Die gemeinsame Wahlerklärung zählt eingangs eine Reihe sozialer und politischer Missstände auf - Entlassungen, Arbeitslosigkeit, sinkende Löhne, Sozialabbau und Kürzungen. Es folgen Anklagen gegen die kapitalistische Gesellschaftsordnung: "Die Verantwortlichen in Staat und Wirtschaft plündern und ruinieren die Gesellschaft zugunsten der Profite der Großunternehmer. Die kapitalistische Organisation der Weltwirtschaft verurteilt Millionen Menschen zu Elend, damit eine Minderheit fantastische Reichtümer in ihren Händen ansammeln kann". Schließlich wird ein Bündel von "Dringlichkeitsmaßnahmen" gefordert - Verbot von Entlassungen in profitablen Großunternehmen, höhere Sozialabgaben für die Reichen zur Schaffung öffentlicher Arbeitsplätze, Stop der Privatisierungen und Ausdehnung des öffentlichen Sektors, Bau von Sozialwohnungen, Kindergärten und sozialen Einrichtungen, höhere Steuern auf Spekulationsgewinne und Senkung der indirekten Steuern, die vor allem die Armen treffen, Öffnung der Bücher der großen Unternehmen und der Banken.

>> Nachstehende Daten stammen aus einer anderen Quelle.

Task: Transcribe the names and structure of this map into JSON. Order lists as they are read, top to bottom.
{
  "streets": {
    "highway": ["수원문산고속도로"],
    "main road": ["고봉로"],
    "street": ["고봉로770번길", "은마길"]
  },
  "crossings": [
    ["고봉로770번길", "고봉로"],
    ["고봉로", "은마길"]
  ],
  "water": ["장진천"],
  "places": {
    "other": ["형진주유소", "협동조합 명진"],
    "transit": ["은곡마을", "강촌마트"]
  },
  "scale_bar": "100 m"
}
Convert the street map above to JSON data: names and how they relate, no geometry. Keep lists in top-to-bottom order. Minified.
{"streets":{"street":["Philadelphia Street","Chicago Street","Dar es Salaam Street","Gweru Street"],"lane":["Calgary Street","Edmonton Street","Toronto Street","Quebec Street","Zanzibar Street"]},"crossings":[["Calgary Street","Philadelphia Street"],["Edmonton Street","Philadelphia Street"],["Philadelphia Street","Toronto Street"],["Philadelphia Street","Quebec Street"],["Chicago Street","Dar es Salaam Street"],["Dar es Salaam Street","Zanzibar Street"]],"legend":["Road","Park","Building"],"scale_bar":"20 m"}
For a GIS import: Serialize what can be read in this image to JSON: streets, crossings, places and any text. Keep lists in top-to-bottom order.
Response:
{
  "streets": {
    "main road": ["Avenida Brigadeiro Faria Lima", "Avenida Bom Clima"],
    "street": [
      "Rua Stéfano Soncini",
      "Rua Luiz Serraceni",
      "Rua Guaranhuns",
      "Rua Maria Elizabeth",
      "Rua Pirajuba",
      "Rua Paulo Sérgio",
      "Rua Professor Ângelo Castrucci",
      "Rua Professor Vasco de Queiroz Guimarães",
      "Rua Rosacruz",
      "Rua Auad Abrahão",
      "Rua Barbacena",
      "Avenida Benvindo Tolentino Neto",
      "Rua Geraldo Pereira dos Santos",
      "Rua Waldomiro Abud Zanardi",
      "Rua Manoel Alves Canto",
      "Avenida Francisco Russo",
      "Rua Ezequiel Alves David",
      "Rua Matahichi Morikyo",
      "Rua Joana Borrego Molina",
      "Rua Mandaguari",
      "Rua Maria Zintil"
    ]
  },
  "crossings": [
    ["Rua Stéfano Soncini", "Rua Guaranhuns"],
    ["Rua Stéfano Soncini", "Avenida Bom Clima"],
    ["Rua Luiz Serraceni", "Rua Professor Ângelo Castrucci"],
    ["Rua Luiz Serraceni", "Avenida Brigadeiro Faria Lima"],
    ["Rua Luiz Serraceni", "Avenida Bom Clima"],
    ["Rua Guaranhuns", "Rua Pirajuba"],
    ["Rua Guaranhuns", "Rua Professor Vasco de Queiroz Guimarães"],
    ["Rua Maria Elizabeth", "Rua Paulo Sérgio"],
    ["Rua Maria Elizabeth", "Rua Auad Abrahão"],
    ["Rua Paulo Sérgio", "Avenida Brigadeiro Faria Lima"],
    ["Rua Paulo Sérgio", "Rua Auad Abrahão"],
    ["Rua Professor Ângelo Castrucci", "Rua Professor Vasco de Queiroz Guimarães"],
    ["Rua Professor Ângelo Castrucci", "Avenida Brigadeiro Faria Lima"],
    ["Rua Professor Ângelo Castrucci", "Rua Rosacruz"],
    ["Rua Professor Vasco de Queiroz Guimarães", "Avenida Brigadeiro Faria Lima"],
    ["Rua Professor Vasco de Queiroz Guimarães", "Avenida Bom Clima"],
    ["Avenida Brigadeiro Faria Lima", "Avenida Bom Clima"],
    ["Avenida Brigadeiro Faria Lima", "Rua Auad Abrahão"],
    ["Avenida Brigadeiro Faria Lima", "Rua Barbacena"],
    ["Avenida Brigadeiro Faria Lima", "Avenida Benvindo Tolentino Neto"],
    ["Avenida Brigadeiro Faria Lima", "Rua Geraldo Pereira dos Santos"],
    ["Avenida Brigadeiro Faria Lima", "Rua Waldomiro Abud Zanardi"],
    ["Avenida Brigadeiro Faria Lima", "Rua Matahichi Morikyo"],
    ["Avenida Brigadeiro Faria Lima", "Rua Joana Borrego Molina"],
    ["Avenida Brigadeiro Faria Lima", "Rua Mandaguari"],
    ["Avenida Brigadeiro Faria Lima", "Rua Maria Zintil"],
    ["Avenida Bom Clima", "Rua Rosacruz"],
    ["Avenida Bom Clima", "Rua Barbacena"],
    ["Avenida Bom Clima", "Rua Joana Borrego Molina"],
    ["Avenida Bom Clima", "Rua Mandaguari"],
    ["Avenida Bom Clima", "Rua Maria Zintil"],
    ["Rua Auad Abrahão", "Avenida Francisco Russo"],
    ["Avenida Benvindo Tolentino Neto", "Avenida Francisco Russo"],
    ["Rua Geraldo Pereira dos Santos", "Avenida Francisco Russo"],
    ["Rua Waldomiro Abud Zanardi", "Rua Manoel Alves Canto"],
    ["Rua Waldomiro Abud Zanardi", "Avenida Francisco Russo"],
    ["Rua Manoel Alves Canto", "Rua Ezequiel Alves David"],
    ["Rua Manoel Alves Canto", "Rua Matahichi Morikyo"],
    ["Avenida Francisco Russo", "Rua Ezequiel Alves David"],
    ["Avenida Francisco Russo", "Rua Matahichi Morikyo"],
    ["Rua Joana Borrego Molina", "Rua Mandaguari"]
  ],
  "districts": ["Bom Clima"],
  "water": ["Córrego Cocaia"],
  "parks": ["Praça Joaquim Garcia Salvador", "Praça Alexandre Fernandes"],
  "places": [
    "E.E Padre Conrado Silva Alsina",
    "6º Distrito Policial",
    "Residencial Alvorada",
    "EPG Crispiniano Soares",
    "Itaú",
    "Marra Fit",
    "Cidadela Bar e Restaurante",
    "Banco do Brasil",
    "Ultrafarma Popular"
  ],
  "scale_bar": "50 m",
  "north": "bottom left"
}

Es ist offensichtlich, dass die Verwirklichung dieser oder ähnlicher Maßnahmen eine revolutionäre Umwälzung der Gesellschaft erfordert. Keine bürgerliche Regierung - ob links oder rechts - würde sich auf derartige Maßnahmen einlassen. Das haben die Erfahrungen der vergangenen Jahre überall auf der Welt in aller Deutlichkeit gezeigt.

In Frankreich hatte es die letzten nennenswerten Sozialreformen 1981 gegeben, nachdem die Sozialistische Partei erstmals in der Fünften Republik das Präsidentenamt erobert hatte. Die damaligen Reformen stellten den Rahmen der kapitalistischen Wirtschaftsordnung in keiner Weise in Frage. Dennoch vollzog Präsident Mitterrand bereits ein Jahr später unter dem Druck internationaler Finanzinstitutionen eine abrupte Kehrtwende. Seither hat Frankreich - wie alle anderen westlichen Industrieländer auch - einen anhaltenden Niedergang des Lebensstandards der breiten Masse der Bevölkerung erlebt. Hoffnungen auf eine Wiederbelebung sozialer Reformen, die der Wahlerfolg der Mehrheitslinken 1998 weckte, zerschlugen sich schnell. Trotz ihrem Bemühen, sich ein linkes Image zu geben, setzte auch die Regierung Jospin die Politik des Sozialabbaus fort.

Der Grund für diesen Bankrott des Sozialreformismus ist in fundamentalen Veränderungen der Weltwirtschaft zu suchen. Die Reformen der sechziger und siebziger Jahre waren möglich, weil der nationale Markt reguliert und bis zu einem gewissen Grad von den Turbulenzen der Weltwirtschaft abgeschirmt werden konnte. Die Globalisierung der Produktion und der Finanzmärkte hat dies verunmöglicht. Gegenüber transnationalen Konzernen, die Produktion und Investitionen in andere Länder verlagern, bleibt die Streikwaffe stumpf. Hohe Steuern zur Finanzierung umfassender Sozialreformen führen zum Abfluss der internationalen Finanzströme, ohne die keine nationale Wirtschaft überleben kann.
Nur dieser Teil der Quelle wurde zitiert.